** Required work **
Find the word "this" in the listing below. Copy every line that has it.

** Material supplied **
* * * * *
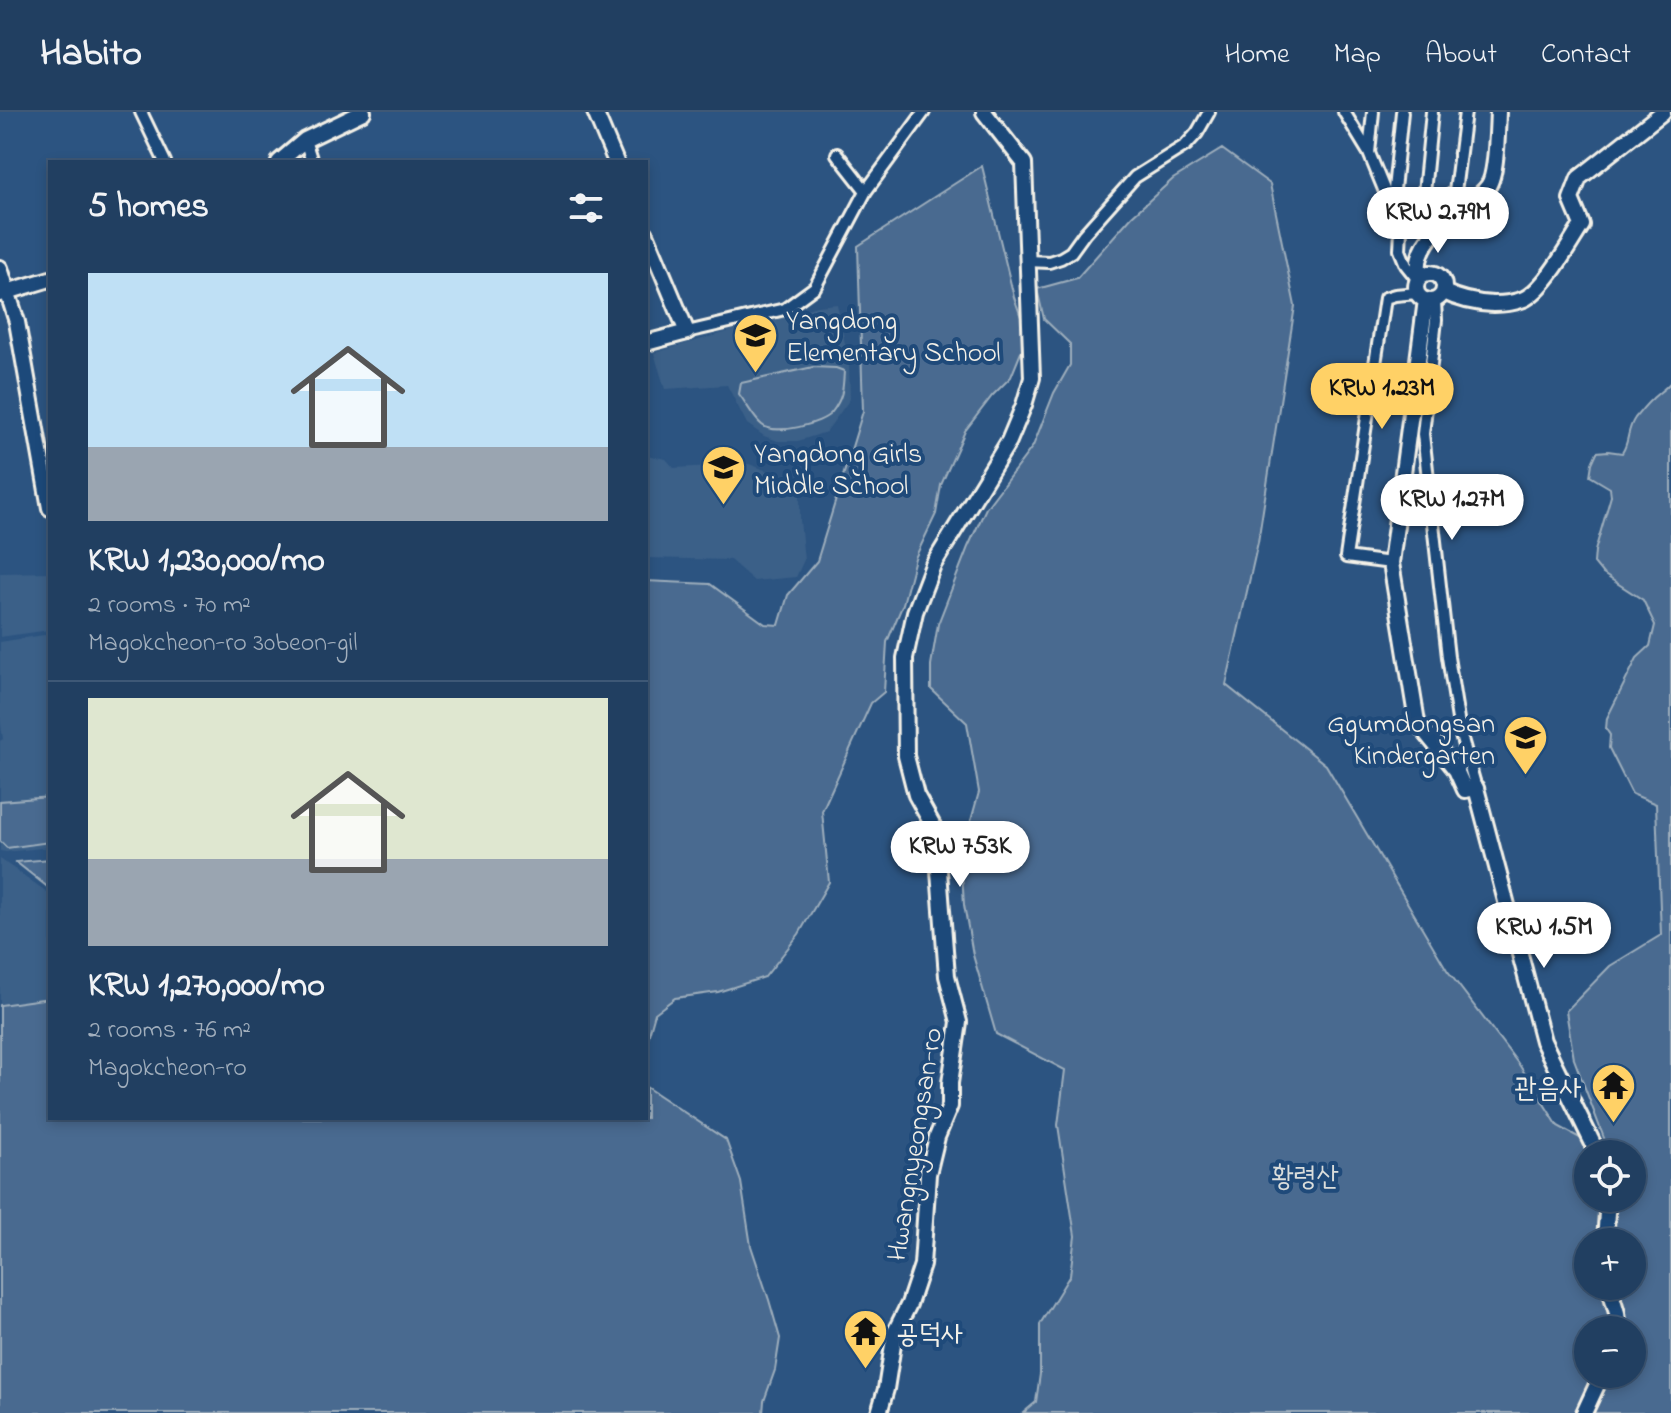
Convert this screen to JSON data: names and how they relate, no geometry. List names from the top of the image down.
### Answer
* * * * *
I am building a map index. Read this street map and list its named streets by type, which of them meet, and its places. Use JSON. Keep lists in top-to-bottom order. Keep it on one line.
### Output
* * * * *
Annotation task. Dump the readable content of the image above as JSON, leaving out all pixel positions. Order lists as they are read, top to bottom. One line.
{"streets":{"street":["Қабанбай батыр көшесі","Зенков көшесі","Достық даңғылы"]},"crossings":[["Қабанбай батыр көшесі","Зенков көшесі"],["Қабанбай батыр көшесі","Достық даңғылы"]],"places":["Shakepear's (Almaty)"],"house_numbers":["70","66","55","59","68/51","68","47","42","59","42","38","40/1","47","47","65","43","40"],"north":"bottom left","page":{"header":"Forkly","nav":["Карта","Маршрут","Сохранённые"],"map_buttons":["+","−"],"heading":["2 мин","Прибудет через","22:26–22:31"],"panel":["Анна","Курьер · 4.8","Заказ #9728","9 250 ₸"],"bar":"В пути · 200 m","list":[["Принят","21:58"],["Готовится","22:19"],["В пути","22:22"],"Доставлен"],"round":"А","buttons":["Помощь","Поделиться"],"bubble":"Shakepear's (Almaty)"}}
* * * * *
** Output below **
Convert this screen to JSON data: names and how they relate, no geometry. List names from the top of the image down.
I am building a map index. Read this street map and list its named streets by type, which of them meet, and its places. Use JSON. Keep lists in top-to-bottom order. Keep it on one line.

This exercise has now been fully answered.